José Luis Alvite
Fracaso con fresas
No tendremos un Madrid olímpico en 2020, así que hemos de fijarnos objetivos distintos y concebir esperanzas nuevas. Nos habíamos creado una ilusión que resultó infundada, eso es todo. La vida sigue. Somos un pueblo viejo acostumbrado a que en nuestra historia con frecuencia el final de la verbena coincidiese con el comienzo de la guerra, como cuando en la adolescencia no nos hacíamos demasiadas ilusiones durante el bolero porque sabíamos que un instante antes del beso una tromba de agua ensombrecería la tarde, enfriaría a la orquesta y dispersaría el baile.
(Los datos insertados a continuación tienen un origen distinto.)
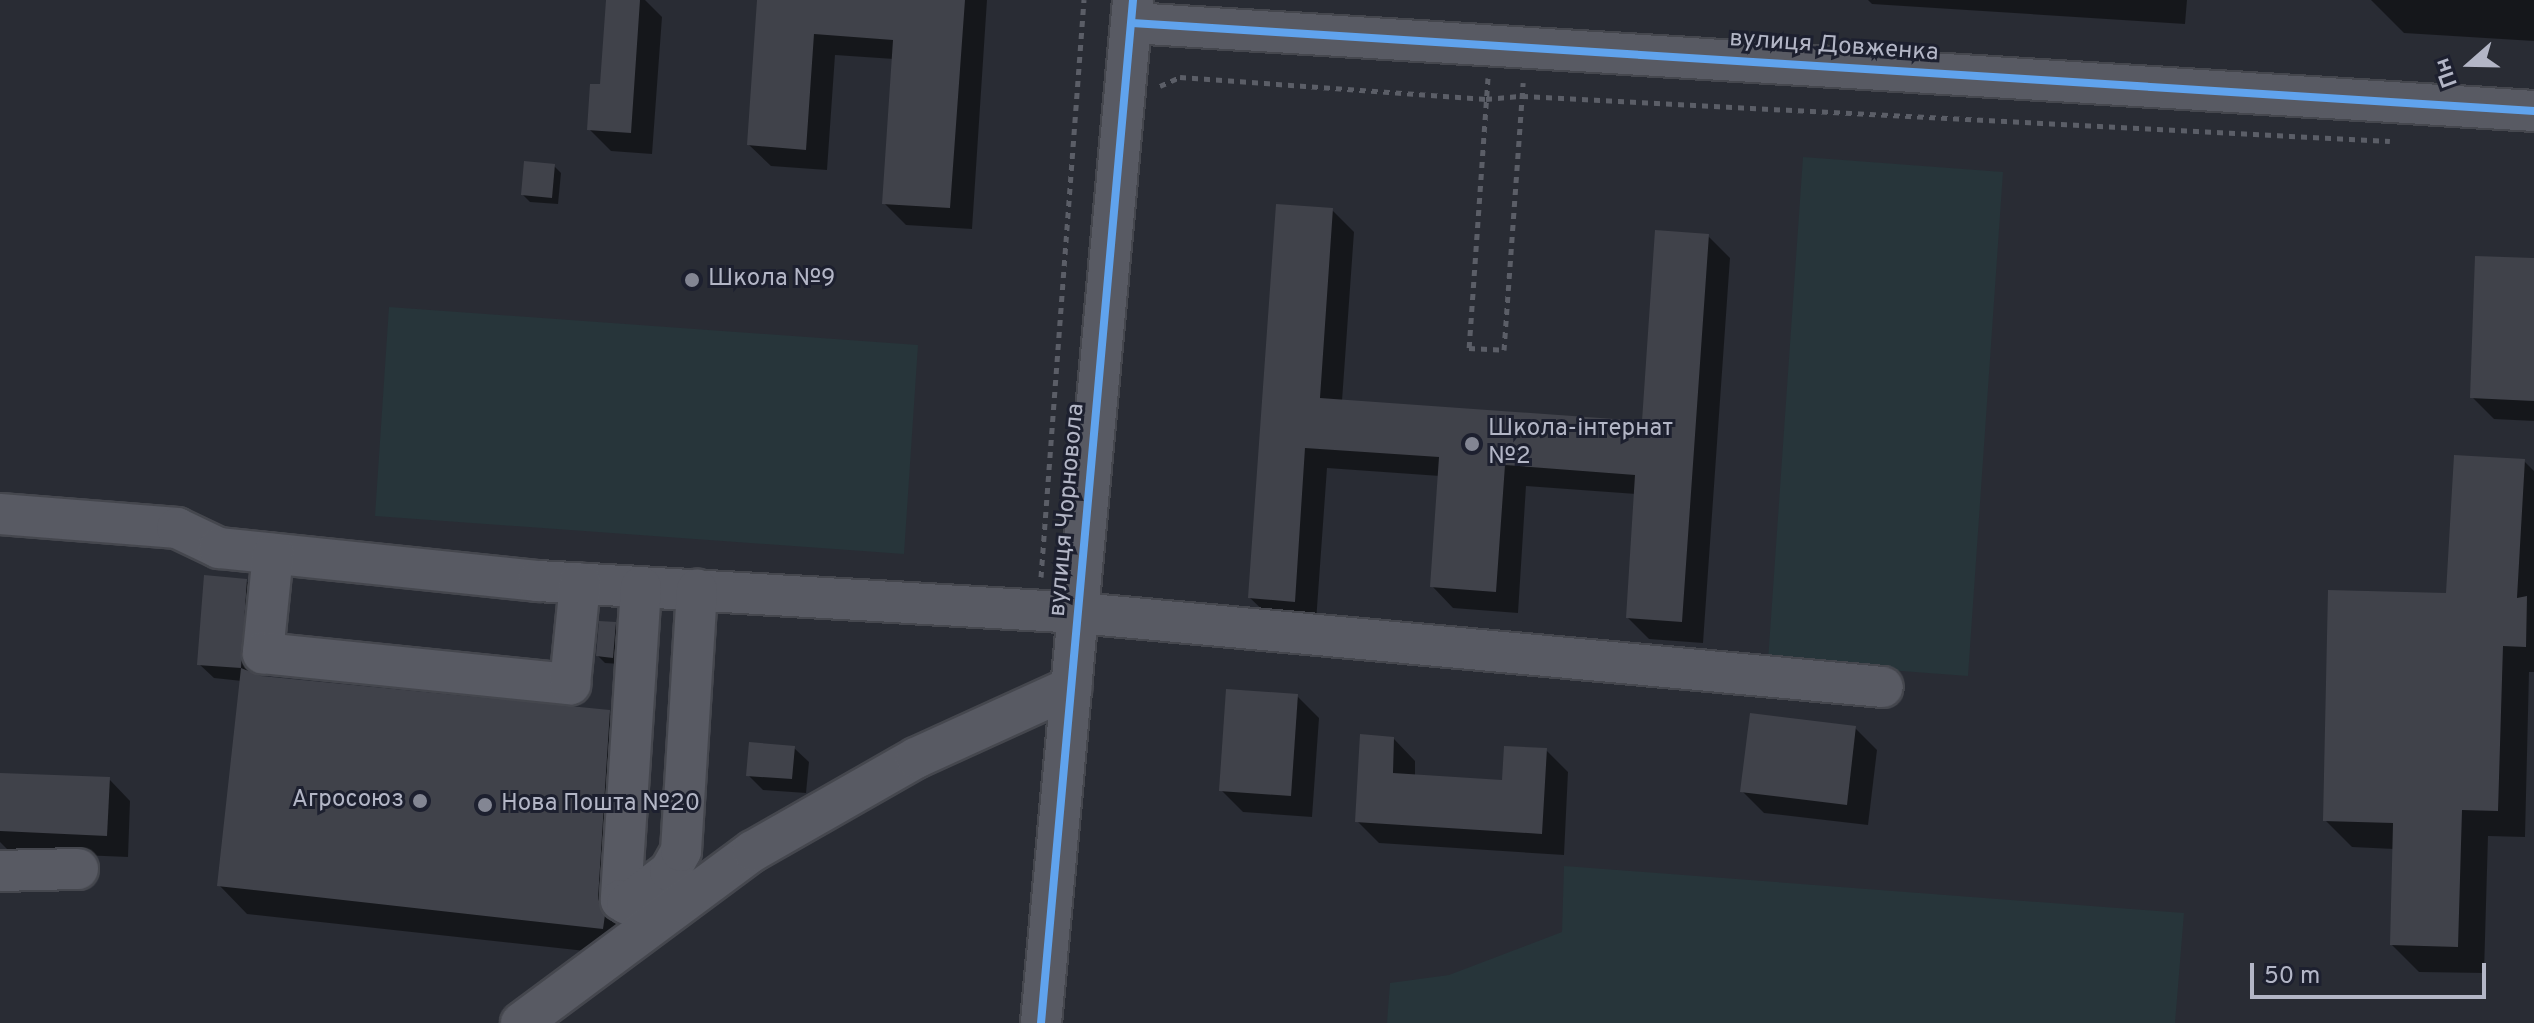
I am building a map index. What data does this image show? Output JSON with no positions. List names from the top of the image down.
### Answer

En realidad los españoles siempre hemos sabido que una alegría está incompleta si en el momento de su festejo no sobrevienen la premonición de la amenaza y la tragedia que la malogra. En el vecindario es frecuente que se murmure de los matrimonios que permanecen mucho tiempo unidos porque tenemos la experiencia de que es en los alucinados momentos de la miseria cuando de verdad nos entendemos. En la conducta de los españoles la desesperación siempre nos ha cundido más que la calma y sabemos que el placer de la serenidad se disfruta más después de haber perdido la paciencia. O al final de un fracaso como el de la candidatura olímpica de Madrid, cuya frustración despierta en nosotros la vieja solidaridad funeral, esa capacidad que tenemos los españoles para contar un chiste de monjas en la penumbra del tanatorio en el que velamos el cadáver de nuestro padre. No hay motivo para rasgarse las vestiduras, ni razón para reverdecer los viejos fantasmas de la perezosa inutilidad nacional. No somos peores que antes del fiasco. Continuamos siendo el mismo pueblo viejo y escarmentado, los españoles de toda la vida, esos tipos joviales y correosos, aun simpáticos, a quienes su historia les enseñó que en el dolor de los fracasos se urde siempre la luz de la esperanza, del mismo modo que en las ensangrentadas ruinas de la guerra encontraron nuestros abuelos las fresas más sabrosas.